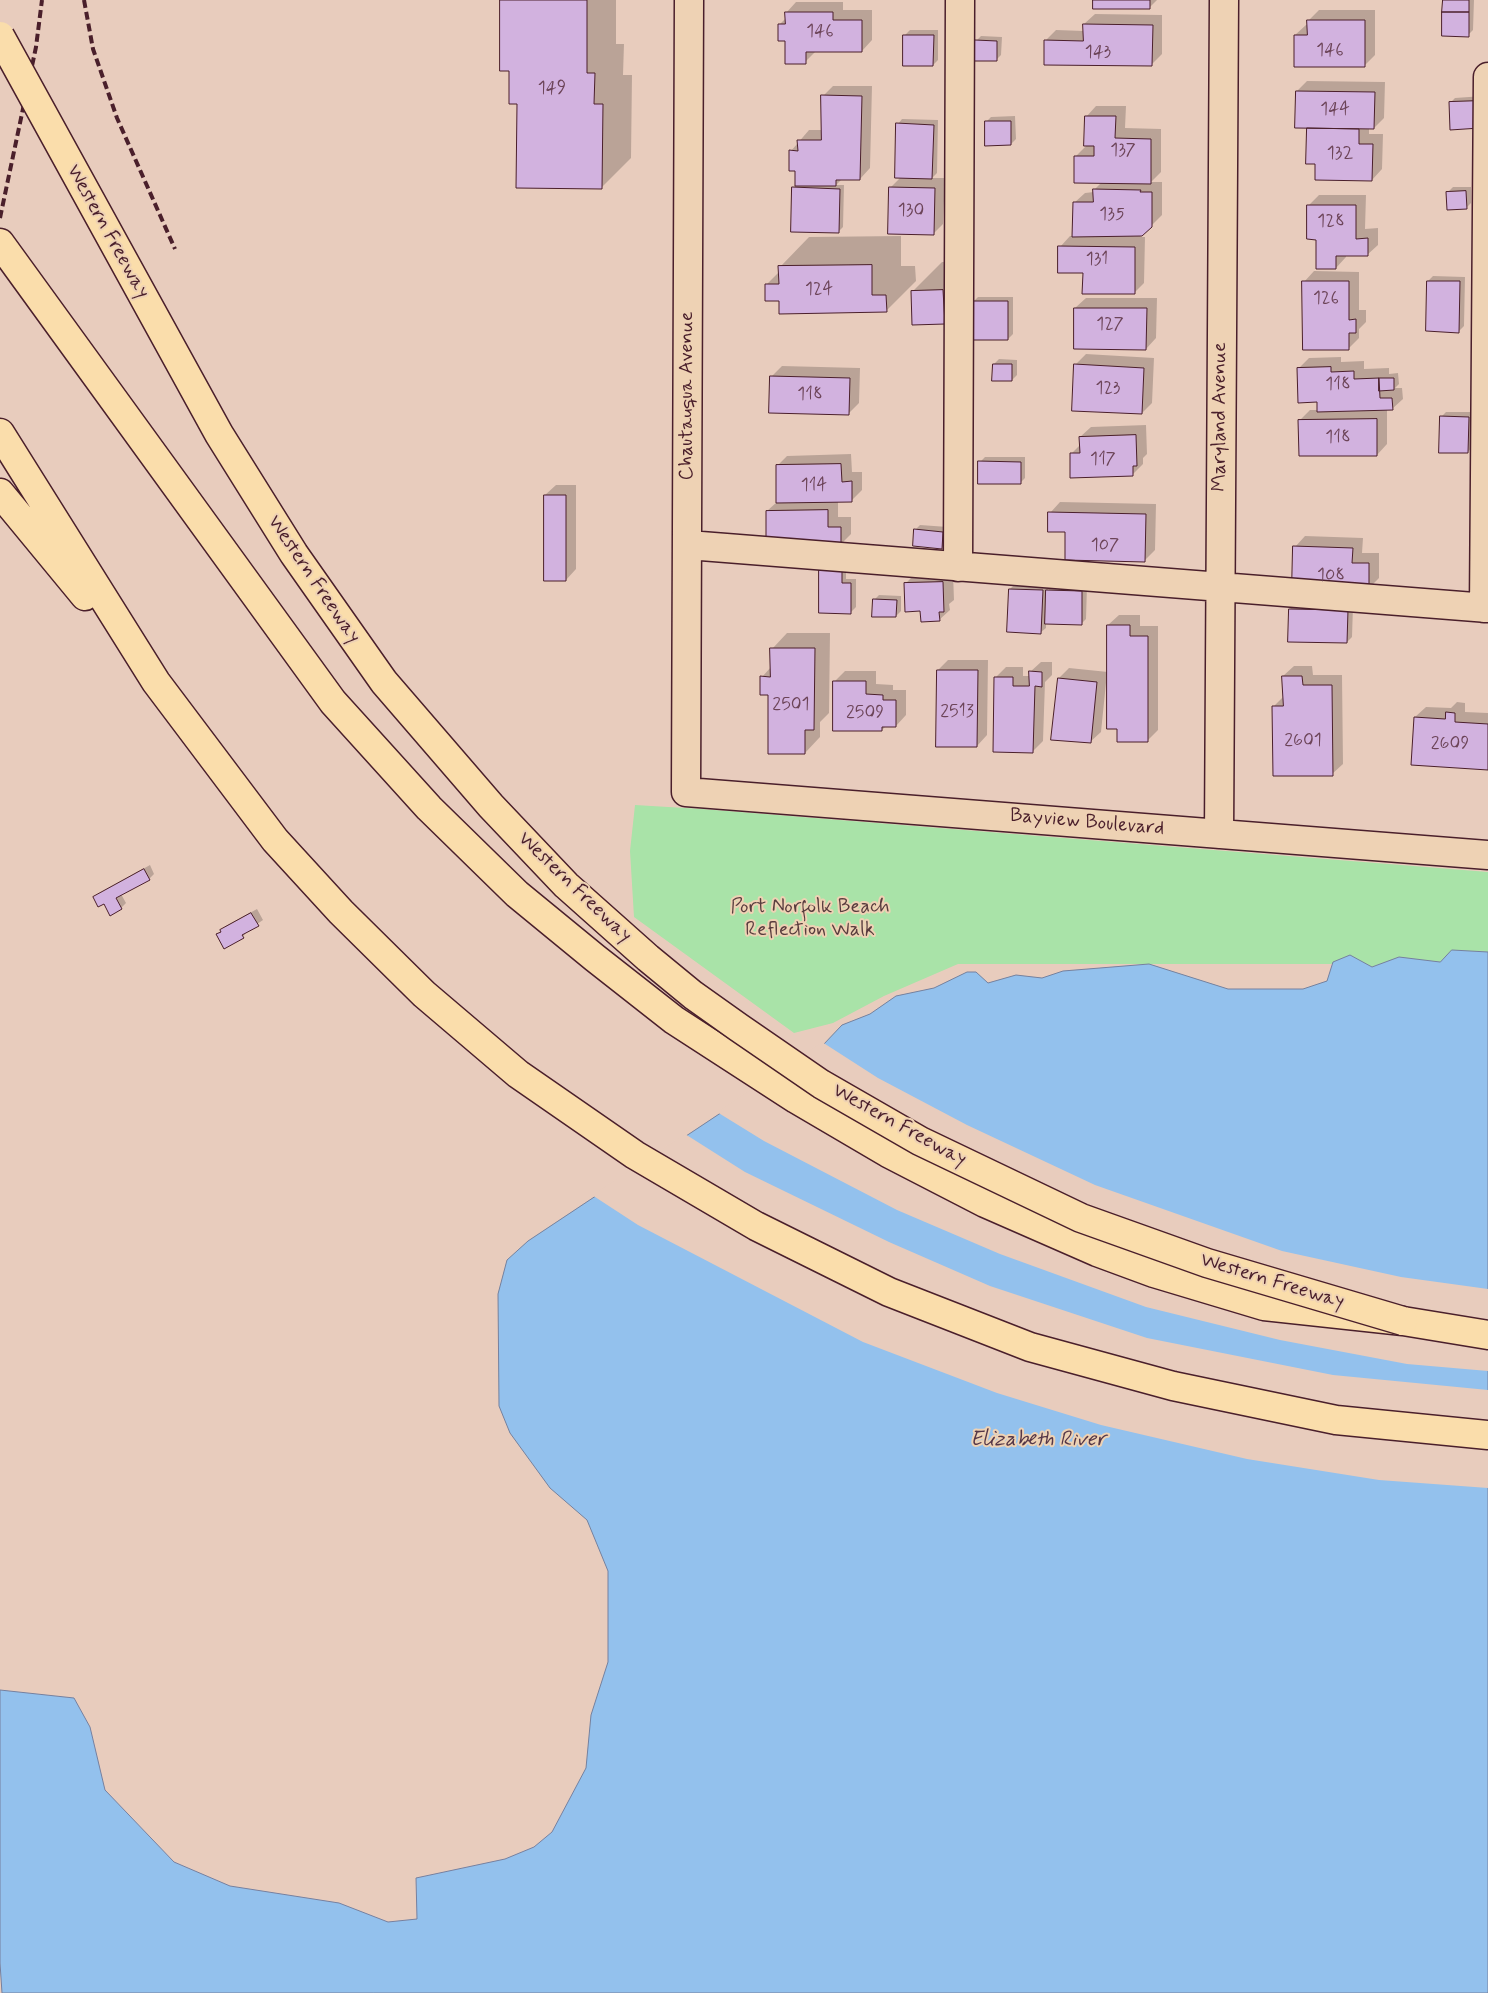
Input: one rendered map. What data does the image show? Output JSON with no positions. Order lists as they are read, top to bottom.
{
  "streets": {
    "highway": ["Western Freeway"],
    "street": ["Chautauqua Avenue", "Maryland Avenue", "Bayview Boulevard"]
  },
  "crossings": [
    ["Chautauqua Avenue", "Bayview Boulevard"],
    ["Maryland Avenue", "Bayview Boulevard"]
  ],
  "water": ["Elizabeth River"],
  "parks": ["Port Norfolk Beach Reflection Walk"],
  "house_numbers": [
    "146",
    "146",
    "143",
    "149",
    "144",
    "137",
    "132",
    "130",
    "135",
    "128",
    "131",
    "124",
    "126",
    "127",
    "118",
    "123",
    "118",
    "118",
    "117",
    "114",
    "107",
    "108",
    "2501",
    "2513",
    "2509",
    "2601",
    "2609"
  ]
}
___
> _Work instructions_
Leave the pictures out and output the rest of the listing exactly.

> _Task result_
Input: one rendered map. What data does the image show? Output JSON with no positions. Order lists as they are read, top to bottom.
{
  "streets": {
    "highway": ["Western Freeway"],
    "street": ["Chautauqua Avenue", "Maryland Avenue", "Bayview Boulevard"]
  },
  "crossings": [
    ["Chautauqua Avenue", "Bayview Boulevard"],
    ["Maryland Avenue", "Bayview Boulevard"]
  ],
  "water": ["Elizabeth River"],
  "parks": ["Port Norfolk Beach Reflection Walk"],
  "house_numbers": [
    "146",
    "146",
    "143",
    "149",
    "144",
    "137",
    "132",
    "130",
    "135",
    "128",
    "131",
    "124",
    "126",
    "127",
    "118",
    "123",
    "118",
    "118",
    "117",
    "114",
    "107",
    "108",
    "2501",
    "2513",
    "2509",
    "2601",
    "2609"
  ]
}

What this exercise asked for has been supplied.